None of the on-line (meaning that only the search pattern can be preprocessed, there's no prior indexing of the data to be searched) fuzzy search algorithms are really performance wonders. However, we aren't talking about something that has to search megabytes of data on every tick 60 times a second, we are talking about occasionally searching a few hundred, maybe a few thousand in a heavily modded game, strings for a generally short pattern. The bitap algorithm as implemented by the agrep utility for example can search ~560,000 lines of logfiles (~54MB data in total) in less than .2 seconds on my machine. My PC has a Ryzen 5 3600X CPU, so no slouch, however with the much smaller relevant dataset in Factorio it should be plenty of fast enough for an interactive search even on a potato.
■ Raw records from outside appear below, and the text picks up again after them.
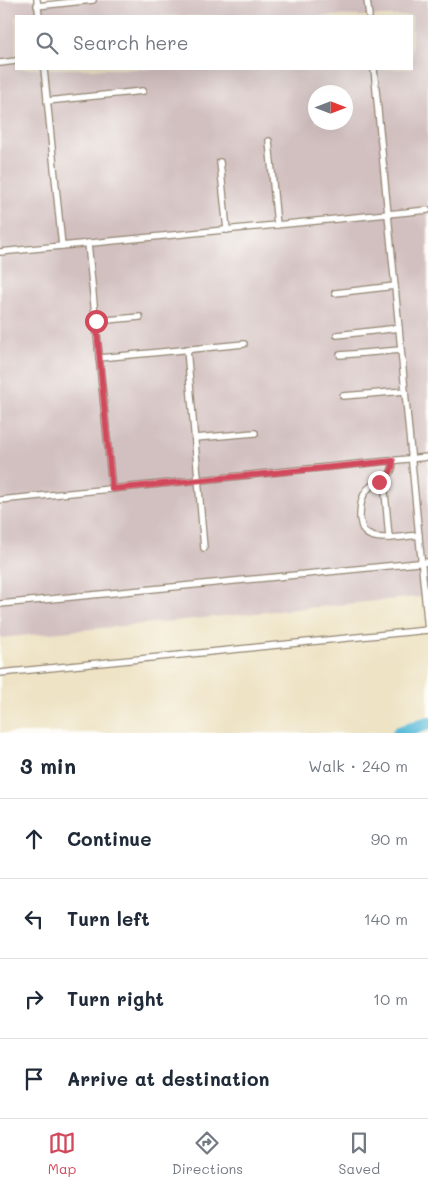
<!DOCTYPE html>
<html lang="en">
<head>
<meta charset="utf-8">
<style>
  :root { --surface:#fff; --page:#f6f6f7; --text:#1f2937; --muted:#747a83; --line:#e0e1e3; --accent:#d1495b }
  body { margin:0; font-family:Mali,sans-serif; background:var(--page); color:var(--text) }
  .compass { position:absolute; left:308px; top:85px; width:45px; height:45px; border-radius:50%; background:var(--surface); box-shadow:0 5px 20px #0002; rotate:90deg }
  .stop { position:absolute; width:15px; height:15px; margin:-11px; border:4px solid #d1495b; border-radius:50%; background:#fff }
  .stop.end { background:#d1495b; border-color:#fff; box-shadow:0 1px 5px #0008 }
  .list { margin:0; padding:0; list-style:none }
  h2 { display:flex; justify-content:space-between; align-items:center; height:65px; margin:0; padding:0 20px; font-size:21px }
  h2 small { font-size:16px; font-weight:400; color:var(--muted) }
  .list li { display:grid; grid-template-columns:32px 1fr auto; gap:15px; align-items:center; box-sizing:border-box; height:80px; padding:0 20px; border-top:1px solid var(--line) }
  .list b { display:block; font-size:19px; white-space:nowrap }
  .list em { font-size:16px; font-style:normal; color:var(--muted) }
  .icon { flex:none; width:28px; height:28px; fill:none; stroke:currentColor; stroke-width:2; stroke-linecap:round; stroke-linejoin:round }
  .map { position:relative; flex:none; width:428px; height:733px; overflow:hidden }
  .search { position:absolute; background:var(--surface); box-shadow:0 5px 20px #0002; left:15px; right:15px; top:15px; height:55px; display:flex; align-items:center; gap:12px; box-sizing:border-box; padding:0 18px; border-radius:0px; color:var(--muted); font-size:19px }
  .sheet { height:385px; background:var(--surface) }
  nav { display:flex; justify-content:space-around; align-items:center; box-sizing:border-box; height:70px; border-top:1px solid var(--line); background:var(--surface); font-size:14px; color:var(--muted) }
  nav a { display:grid; justify-items:center; gap:2px }
  nav .on { color:var(--accent) }
  .map>svg:first-child { display:block }
</style>
</head>
<body>
<div class="map">
<svg width="428" height="733" viewBox="0 0 428 733">
  <rect width="100%" height="100%" fill="#fdfcf7"/>
  <filter id="ink" filterUnits="userSpaceOnUse"><feTurbulence type="fractalNoise" baseFrequency=".02" numOctaves="2"/><feDisplacementMap in="SourceGraphic" scale="10" xChannelSelector="R" yChannelSelector="G"/><feConvolveMatrix kernelMatrix="1 2 1 2 8 2 1 2 1" color-interpolation-filters="sRGB"/></filter>
  <filter id="wash" filterUnits="userSpaceOnUse"><feTurbulence type="fractalNoise" baseFrequency=".0096" numOctaves="4" result="noise"/><feDisplacementMap in="SourceGraphic" scale="20" xChannelSelector="R" yChannelSelector="G"/><feGaussianBlur stdDeviation="1.12" result="paint"/><feColorMatrix in="noise" values="0 0 0 0 0 0 0 0 0 0 0 0 0 0 0 0 0 1.4 0 .05"/><feComposite in="paint" operator="in"/></filter>
  <g filter="url(#wash)">
    <rect width="100%" height="100%" fill="#eee3c5"/>
    <!-- industrial -->
    <path fill="#d2bfc0" fill-rule="evenodd" d="M0 0H428V596L0 638ZM16 16H412V69H16ZM316 92H346V122H316Z"/>
    <g fill="none" stroke-linecap="round" stroke-linejoin="round">
      <!-- canal -->
      <path stroke="#5bbcd9" stroke-width="14" d="M399 733 428 723"/>
    </g>
  </g>
  <g filter="url(#ink)">
    <g fill="none" stroke-linecap="round" stroke-linejoin="round">
      <defs>
        <g id="lane">
          <path d="M37 0 39 16"/>
          <path d="M367 0 369 16"/>
          <path d="M37 6 93 0"/>
          <path d="M0 63 16 61"/>
          <path d="M44 69 62 246"/>
          <path d="M374 69 428 630"/>
          <path d="M47 101 143 91"/>
          <path d="M269 141 277 225"/>
          <path d="M220 162 227 230"/>
          <path d="M88 243 112 489"/>
          <path d="M0 252 428 210"/>
          <path d="M335 293 395 286"/>
          <path d="M96 321 140 317"/>
          <path d="M337 335 399 328"/>
          <path d="M187 349 204 548"/>
          <path d="M340 355 401 350"/>
          <path d="M99 358 244 344"/>
          <path d="M343 396 405 391"/>
          <path d="M195 438 255 433"/>
          <path d="M393 461C393 483 376 478 366 491 361 498 360 509 360 517 361 523 361 528 365 532 375 543 406 536 419 535"/>
          <path d="M384 480 389 538"/>
          <path d="M0 500 428 457"/>
          <path d="M0 604 428 562"/>
          <path d="M0 673 428 630"/>
        </g>
      </defs>
      <!-- lane casing -->
      <use href="#lane" stroke="#948672" stroke-width="8"/>
      <!-- lane -->
      <use href="#lane" stroke="#fff" stroke-width="5.5"/>
    </g>
  </g>
  <g fill="none" stroke-linecap="round" stroke-linejoin="round" filter="url(#ink)">
    <!-- route -->
    <path stroke="#d1495b" stroke-width="6" d="M96 321 112 489 393 461C393 471 389 477 379 482"/>
  </g>
</svg>
<svg class="compass" viewBox="-18 -18 36 36"><path d="M0-13l5 13h-10z" fill="#e53935"/><path d="M0 13l5-13h-10z" fill="#747a83"/></svg>
<div class="stop" style="left:96px;top:321px"></div>
<div class="stop end" style="left:379px;top:482px"></div>
<div class="search"><svg class="icon" aria-label="search" viewBox="0 0 24 24"><circle cx="10" cy="10" r="6"/><path d="M15 15l6 6"/></svg>Search here</div>
</div>
<section class="sheet">
<h2>3 min<small>Walk · 240 m</small></h2>
<ul class="list">
<li><svg class="icon" aria-label="ahead" viewBox="0 0 24 24"><path d="M12 20V5M6 11l6-6 6 6"/></svg><div><b>Continue</b></div><em>90 m</em></li>
<li><svg class="icon" aria-label="left" viewBox="0 0 24 24"><path d="M17 20v-9H6M10 6l-5 5 5 5"/></svg><div><b>Turn left</b></div><em>140 m</em></li>
<li><svg class="icon" aria-label="right" viewBox="0 0 24 24"><path d="M7 20v-9h11M14 6l5 5-5 5"/></svg><div><b>Turn right</b></div><em>10 m</em></li>
<li><svg class="icon" aria-label="arrive" viewBox="0 0 24 24"><path d="M6 21V4h12l-3 4 3 4H6"/></svg><div><b>Arrive at destination</b></div></li>
</ul>
</section>
<nav>
<a class="on"><svg class="icon" aria-label="map" viewBox="0 0 24 24"><path d="M3 6l6-2 6 2 6-2v14l-6 2-6-2-6 2zM9 4v14M15 6v14"/></svg>Map</a>
<a><svg class="icon" aria-label="directions" viewBox="0 0 24 24"><path d="M12 3l9 9-9 9-9-9zM9 14v-3h6M13 9l2 2-2 2"/></svg>Directions</a>
<a><svg class="icon" aria-label="saved" viewBox="0 0 24 24"><path d="M7 4h10v16l-5-4-5 4z"/></svg>Saved</a>
</nav>
</body>
</html>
There is no need to preprocess the pattern or prepare the data (index). There is less than 1000 elements to be searched, most less than 20 character, and the pattern is also pretty short, and only input by the human. The most naive implementations would be fast even on a potato.
Re: [0.18.31] Searching production for Uranium shows things unrelated to Uranium
Posted: Thu Jun 18, 2020 6:53 pm
by Impatient
blahfasel2000 wrote: Thu Jun 18, 2020 2:14 am
Levenshtein itself is only suitable for a fuzzy string comparison, not for a fuzzy substring search.
...
Can you elaborate on this? A levenshtein distance can be calculated for any 2 strings. In what ways does a string comparison differ from a substring search in the context of levenshtein? I am inclined to think, that it makes no difference to a levenshtein algo.
Re: [0.18.31] Searching production for Uranium shows things unrelated to Uranium
Posted: Thu Jun 18, 2020 9:18 pm
by netmand
All this talk of elephants and Levenshtein's potato is a bit kooky. Come on! Repair packs and Rails should totally be a part of the fuzzy search results for uranium!